- Dollar General cut its profit estimate for 2023 on Thursday.
- It’s never a good sign for the economy when even a budget store is forced to lower projections.
- Macy’s also reduced its forecast, citing spending trends that started weakening in mid-March.
There are new signs the American consumer is pulling back on spending right now, reaffirming fears of an economic downturn widely expected to end in recession.
The first of two jarring pieces of evidence comes in the form of first-quarter earnings from Dollar General. The discount retailer turned in a dismal report that included a cut to full-year sales and profit forecasts.
“Our customer is even under more pressure as we have progressed into 2023. And quite honestly, it’s some of the most pressure we’ve seen in quite some time,” CEO Jeffery Owen told analysts on an earnings call.

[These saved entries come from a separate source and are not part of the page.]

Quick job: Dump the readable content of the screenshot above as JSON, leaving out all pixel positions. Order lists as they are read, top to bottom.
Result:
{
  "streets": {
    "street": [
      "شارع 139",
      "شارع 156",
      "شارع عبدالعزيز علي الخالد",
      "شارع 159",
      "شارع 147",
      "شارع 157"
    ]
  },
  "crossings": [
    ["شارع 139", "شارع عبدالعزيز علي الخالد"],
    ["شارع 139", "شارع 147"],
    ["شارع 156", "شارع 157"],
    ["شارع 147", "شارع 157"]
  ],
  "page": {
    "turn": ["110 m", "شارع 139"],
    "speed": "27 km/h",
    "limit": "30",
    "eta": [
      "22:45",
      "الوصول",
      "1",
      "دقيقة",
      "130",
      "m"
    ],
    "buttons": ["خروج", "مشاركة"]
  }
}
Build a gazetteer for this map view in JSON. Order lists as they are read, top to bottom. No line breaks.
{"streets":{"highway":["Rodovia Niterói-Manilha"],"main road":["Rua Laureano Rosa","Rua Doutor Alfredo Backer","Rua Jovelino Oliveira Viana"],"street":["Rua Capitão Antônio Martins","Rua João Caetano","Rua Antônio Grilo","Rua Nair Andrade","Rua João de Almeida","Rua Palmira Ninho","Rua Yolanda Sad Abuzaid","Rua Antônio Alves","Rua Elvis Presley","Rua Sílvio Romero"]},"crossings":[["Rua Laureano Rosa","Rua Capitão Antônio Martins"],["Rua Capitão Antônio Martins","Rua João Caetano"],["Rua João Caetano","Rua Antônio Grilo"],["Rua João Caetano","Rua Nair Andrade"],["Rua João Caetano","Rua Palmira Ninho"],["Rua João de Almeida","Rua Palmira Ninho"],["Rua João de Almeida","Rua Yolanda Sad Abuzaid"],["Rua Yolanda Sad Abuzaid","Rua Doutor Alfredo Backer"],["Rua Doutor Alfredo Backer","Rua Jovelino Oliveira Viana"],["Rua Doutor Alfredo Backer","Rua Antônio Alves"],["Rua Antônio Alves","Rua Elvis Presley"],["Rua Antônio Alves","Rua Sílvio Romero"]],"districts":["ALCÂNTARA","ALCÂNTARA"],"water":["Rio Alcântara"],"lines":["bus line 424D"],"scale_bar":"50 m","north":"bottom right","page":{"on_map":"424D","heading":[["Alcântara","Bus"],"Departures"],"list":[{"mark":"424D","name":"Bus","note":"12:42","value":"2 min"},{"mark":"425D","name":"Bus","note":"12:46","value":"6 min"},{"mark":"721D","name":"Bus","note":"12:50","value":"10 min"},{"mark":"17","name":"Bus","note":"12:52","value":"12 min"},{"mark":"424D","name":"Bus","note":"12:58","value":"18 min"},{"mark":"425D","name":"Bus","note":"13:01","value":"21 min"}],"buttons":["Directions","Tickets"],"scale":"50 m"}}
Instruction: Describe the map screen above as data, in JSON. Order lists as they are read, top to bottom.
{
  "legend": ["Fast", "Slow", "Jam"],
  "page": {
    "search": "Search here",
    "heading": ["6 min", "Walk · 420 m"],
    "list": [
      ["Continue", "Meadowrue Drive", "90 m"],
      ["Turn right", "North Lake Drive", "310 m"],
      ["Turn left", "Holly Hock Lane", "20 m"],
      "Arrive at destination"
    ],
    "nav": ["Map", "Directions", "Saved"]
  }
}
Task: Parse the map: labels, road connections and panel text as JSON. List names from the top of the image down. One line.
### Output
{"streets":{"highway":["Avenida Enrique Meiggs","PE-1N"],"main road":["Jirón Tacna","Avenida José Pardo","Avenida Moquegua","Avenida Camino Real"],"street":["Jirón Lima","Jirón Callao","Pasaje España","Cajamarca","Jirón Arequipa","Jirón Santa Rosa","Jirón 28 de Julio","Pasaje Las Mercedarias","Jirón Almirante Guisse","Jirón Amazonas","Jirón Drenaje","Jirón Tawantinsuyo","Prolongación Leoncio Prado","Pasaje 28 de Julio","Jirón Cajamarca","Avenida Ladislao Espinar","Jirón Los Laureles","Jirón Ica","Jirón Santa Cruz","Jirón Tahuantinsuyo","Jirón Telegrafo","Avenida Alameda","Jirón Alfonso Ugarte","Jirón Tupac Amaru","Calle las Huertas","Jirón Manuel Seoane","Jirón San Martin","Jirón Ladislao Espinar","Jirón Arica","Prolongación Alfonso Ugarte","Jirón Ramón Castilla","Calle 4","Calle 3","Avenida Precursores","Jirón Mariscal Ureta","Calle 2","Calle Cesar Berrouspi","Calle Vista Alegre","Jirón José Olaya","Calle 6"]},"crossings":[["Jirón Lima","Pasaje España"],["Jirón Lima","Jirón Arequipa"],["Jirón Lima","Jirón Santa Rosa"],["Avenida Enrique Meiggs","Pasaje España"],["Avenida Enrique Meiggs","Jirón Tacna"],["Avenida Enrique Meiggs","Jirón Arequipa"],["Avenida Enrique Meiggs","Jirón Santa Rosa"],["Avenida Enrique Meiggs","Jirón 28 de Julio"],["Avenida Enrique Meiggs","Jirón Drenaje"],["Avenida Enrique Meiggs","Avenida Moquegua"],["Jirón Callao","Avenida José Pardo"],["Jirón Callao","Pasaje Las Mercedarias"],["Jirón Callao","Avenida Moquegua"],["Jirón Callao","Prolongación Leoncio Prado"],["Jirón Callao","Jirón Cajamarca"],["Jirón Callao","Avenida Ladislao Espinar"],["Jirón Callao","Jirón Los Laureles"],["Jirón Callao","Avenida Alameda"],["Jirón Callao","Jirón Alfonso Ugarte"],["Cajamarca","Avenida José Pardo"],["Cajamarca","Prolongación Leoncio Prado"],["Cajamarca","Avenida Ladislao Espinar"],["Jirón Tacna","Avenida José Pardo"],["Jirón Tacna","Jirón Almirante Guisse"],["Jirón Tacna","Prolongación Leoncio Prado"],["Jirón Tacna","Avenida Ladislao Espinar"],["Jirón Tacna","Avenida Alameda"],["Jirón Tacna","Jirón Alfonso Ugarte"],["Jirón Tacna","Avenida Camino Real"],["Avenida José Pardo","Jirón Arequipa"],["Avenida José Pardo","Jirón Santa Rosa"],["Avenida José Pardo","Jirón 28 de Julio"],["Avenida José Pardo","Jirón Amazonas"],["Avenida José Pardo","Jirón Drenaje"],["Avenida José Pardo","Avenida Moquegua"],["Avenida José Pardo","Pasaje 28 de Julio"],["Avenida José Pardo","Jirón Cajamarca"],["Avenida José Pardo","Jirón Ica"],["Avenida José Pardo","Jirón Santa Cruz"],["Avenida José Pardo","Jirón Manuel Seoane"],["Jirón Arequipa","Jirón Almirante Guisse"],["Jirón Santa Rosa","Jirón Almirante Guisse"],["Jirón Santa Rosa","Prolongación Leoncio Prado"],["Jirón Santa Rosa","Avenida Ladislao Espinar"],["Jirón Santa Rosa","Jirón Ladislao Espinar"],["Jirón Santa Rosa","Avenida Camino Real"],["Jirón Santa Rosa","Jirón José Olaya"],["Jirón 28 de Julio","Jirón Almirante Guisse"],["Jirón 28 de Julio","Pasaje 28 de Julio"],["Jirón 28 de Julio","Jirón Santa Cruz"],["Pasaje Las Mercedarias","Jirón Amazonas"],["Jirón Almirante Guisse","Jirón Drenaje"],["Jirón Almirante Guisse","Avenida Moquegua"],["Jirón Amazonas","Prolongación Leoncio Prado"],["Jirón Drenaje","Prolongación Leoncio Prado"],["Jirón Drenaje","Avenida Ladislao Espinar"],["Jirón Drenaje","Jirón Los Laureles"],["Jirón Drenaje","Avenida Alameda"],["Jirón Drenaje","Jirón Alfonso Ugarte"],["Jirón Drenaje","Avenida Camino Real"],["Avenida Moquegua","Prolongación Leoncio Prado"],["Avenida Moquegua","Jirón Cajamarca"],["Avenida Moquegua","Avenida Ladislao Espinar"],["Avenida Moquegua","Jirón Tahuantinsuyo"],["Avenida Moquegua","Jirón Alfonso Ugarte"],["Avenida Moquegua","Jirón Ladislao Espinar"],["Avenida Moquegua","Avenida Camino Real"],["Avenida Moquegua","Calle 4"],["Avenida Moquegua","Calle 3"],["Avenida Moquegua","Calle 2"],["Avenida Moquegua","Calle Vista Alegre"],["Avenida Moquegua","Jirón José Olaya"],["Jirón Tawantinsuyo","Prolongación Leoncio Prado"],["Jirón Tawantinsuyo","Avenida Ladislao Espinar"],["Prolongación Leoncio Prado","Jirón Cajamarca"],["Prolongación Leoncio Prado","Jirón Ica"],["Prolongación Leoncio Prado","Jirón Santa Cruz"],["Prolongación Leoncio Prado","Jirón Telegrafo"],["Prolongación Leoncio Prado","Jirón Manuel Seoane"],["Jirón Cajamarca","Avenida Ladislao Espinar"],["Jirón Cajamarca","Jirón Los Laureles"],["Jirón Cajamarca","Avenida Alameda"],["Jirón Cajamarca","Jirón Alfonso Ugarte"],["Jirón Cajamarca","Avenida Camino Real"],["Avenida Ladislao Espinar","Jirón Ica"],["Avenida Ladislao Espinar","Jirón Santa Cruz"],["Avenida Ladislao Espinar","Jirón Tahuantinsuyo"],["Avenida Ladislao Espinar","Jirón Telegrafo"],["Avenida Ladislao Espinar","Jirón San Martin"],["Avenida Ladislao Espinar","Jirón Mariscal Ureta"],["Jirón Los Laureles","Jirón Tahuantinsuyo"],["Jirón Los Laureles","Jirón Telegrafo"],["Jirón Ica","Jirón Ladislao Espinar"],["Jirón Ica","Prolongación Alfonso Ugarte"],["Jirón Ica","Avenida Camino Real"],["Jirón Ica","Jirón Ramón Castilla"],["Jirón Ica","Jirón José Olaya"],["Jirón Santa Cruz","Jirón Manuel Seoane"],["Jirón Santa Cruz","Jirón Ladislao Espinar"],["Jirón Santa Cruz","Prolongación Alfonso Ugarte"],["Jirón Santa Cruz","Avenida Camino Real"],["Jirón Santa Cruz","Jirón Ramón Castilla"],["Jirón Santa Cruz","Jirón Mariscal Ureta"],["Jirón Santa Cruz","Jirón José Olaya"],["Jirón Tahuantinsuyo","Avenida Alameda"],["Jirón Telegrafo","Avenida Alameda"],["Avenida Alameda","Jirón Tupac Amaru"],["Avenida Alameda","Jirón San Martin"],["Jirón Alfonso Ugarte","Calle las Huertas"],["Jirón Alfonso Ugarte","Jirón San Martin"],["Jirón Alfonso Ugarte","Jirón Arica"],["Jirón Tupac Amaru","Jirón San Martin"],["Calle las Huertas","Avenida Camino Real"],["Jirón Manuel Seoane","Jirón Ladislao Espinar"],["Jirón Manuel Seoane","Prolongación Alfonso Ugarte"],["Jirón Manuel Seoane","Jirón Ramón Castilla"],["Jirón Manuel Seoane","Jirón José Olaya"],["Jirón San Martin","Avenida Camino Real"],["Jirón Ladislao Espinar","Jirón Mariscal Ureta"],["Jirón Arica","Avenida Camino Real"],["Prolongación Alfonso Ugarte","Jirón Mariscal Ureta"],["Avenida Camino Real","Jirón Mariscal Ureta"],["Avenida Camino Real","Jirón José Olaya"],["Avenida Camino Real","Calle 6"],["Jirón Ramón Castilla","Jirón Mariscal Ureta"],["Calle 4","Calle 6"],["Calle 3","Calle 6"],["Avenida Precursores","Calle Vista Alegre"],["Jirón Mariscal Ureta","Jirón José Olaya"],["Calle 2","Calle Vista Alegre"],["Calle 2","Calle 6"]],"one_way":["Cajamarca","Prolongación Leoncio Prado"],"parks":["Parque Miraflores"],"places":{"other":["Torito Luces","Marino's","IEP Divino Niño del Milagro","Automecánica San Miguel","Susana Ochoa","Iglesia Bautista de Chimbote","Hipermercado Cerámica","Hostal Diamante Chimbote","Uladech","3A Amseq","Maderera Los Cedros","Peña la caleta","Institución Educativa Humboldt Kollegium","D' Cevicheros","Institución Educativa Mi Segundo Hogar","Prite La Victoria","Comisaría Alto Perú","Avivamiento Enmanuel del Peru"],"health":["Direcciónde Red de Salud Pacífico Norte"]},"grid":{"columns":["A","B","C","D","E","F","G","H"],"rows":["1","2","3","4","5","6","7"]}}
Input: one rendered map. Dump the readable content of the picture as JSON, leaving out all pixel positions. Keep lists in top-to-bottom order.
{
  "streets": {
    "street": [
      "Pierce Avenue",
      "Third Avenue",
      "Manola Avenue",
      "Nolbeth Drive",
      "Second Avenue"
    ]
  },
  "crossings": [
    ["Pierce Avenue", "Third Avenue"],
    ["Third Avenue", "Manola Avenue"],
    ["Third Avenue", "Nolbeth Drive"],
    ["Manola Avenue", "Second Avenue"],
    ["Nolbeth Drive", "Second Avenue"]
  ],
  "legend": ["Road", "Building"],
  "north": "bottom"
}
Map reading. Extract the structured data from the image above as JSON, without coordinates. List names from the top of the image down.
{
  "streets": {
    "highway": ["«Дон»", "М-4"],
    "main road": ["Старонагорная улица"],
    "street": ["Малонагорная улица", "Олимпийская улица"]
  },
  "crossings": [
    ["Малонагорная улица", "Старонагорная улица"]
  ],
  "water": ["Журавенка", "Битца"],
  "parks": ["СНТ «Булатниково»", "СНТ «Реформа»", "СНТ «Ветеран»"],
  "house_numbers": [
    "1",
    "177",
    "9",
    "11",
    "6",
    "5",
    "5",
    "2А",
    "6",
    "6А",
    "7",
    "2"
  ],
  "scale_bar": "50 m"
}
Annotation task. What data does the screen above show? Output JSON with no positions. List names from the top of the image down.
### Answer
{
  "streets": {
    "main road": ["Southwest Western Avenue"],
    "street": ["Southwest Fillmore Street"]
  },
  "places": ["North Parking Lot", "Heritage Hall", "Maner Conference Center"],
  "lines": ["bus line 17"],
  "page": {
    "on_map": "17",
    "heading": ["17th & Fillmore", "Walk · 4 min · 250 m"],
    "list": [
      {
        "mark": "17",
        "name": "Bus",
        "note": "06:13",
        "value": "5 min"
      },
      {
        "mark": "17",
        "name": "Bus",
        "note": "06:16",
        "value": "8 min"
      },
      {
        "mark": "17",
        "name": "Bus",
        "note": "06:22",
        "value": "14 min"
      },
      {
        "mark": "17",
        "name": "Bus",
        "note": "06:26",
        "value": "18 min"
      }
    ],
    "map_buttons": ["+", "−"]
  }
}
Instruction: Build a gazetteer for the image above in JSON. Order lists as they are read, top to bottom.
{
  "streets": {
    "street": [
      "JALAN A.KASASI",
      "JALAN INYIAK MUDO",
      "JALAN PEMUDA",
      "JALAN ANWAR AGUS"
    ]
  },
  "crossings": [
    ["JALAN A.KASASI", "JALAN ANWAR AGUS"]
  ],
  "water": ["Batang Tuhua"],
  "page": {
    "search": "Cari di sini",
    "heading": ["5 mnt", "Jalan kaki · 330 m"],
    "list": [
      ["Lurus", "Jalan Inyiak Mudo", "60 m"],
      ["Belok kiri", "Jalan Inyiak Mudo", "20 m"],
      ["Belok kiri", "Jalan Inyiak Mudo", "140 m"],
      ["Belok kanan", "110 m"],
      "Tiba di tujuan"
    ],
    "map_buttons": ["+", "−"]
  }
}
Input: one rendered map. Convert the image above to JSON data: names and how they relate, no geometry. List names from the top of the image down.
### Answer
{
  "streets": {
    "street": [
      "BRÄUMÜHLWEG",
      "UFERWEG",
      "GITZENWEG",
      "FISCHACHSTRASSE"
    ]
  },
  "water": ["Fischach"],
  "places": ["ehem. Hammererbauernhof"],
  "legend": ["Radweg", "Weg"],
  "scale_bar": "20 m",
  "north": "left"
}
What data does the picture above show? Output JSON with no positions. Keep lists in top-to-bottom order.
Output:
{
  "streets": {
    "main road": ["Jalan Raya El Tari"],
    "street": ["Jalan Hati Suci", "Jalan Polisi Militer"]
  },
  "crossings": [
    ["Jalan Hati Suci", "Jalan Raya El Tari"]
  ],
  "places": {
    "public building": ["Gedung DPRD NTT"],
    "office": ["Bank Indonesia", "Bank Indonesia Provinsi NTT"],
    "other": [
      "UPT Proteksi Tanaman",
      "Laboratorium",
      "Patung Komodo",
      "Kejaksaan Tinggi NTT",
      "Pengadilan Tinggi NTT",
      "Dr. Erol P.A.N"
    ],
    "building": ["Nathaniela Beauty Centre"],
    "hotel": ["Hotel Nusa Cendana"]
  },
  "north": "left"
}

CFO Kelly Dilts added: “We do expect this customer to remain under pressure for the foreseeable future.”
Perhaps most troubling about Dollar General’s update is that it’s the type of budget store that people typically turn to when finances are tight. The fact that they’re not immune to a broader pullback in consumer spending is a big red flag for the US economy.
Speaking of which, a bit further up the affluence scale, Macy’s turned in an earnings stinker of its own. The department-store giant offered disappointing second-quarter projections and — like Dollar General — slashed full-year projections.
One of the most notable takeaways from the company’s earnings call was that it’s seen a demand decline as shoppers have pivoted their spending habits to be more conservative. It also gave a not-so-promising outlook for how long the slowdown will last.
“The US consumer, particularly at Macy’s, pulled back more than we anticipated as they reallocated spend to food, essentials and services,” Jeff Gennette, the chairman and CEO of Macy’s, said to analysts on Thursday. “We have planned our business for the remainder of the year, assuming mid-March through April macro headwinds continue and potentially worsen.”
These disappointing developments for Dollar General and Macy’s are indicative of a broader economic contraction many feared would come as the Federal Reserve has repeatedly hiked interest rates in the name of smothering inflation. Having burned through post-COVID cash stockpiles, shoppers are taking their frustrations out on certain retailers by spending less.
The consumer slowdown has been frequently cited as a major trigger point for a looming recession, as well as something that will erode stock-market returns as profit growth struggles. Forecasters across Wall Street have warned for months of the prospect of both scenarios materializing.
The most prevalent narrative — one put forth by market legends like Paul Tudor Jones, institutions like Evercore, and former high-ranking officials like Larry Summers — is that the US will dip into recession sometime in the second half of 2023, or by early 2024 at the latest.
Narratives aside, there are still retailers thriving in the tighter environment. Walmart actually raised its forward guidance during its earnings report last month, while Target turned in a better-than-expected quarter and maintained its profit forecast. Both are benefiting from still-thriving demand for household essentials and groceries.
Still, even Walmart and Target were upfront on their earnings calls about how concerned a weakening consumer makes them. The American economy can’t thrive without confident shoppers, and further warnings beyond those issued by Dollar General and Macy’s will be cause for even more concern.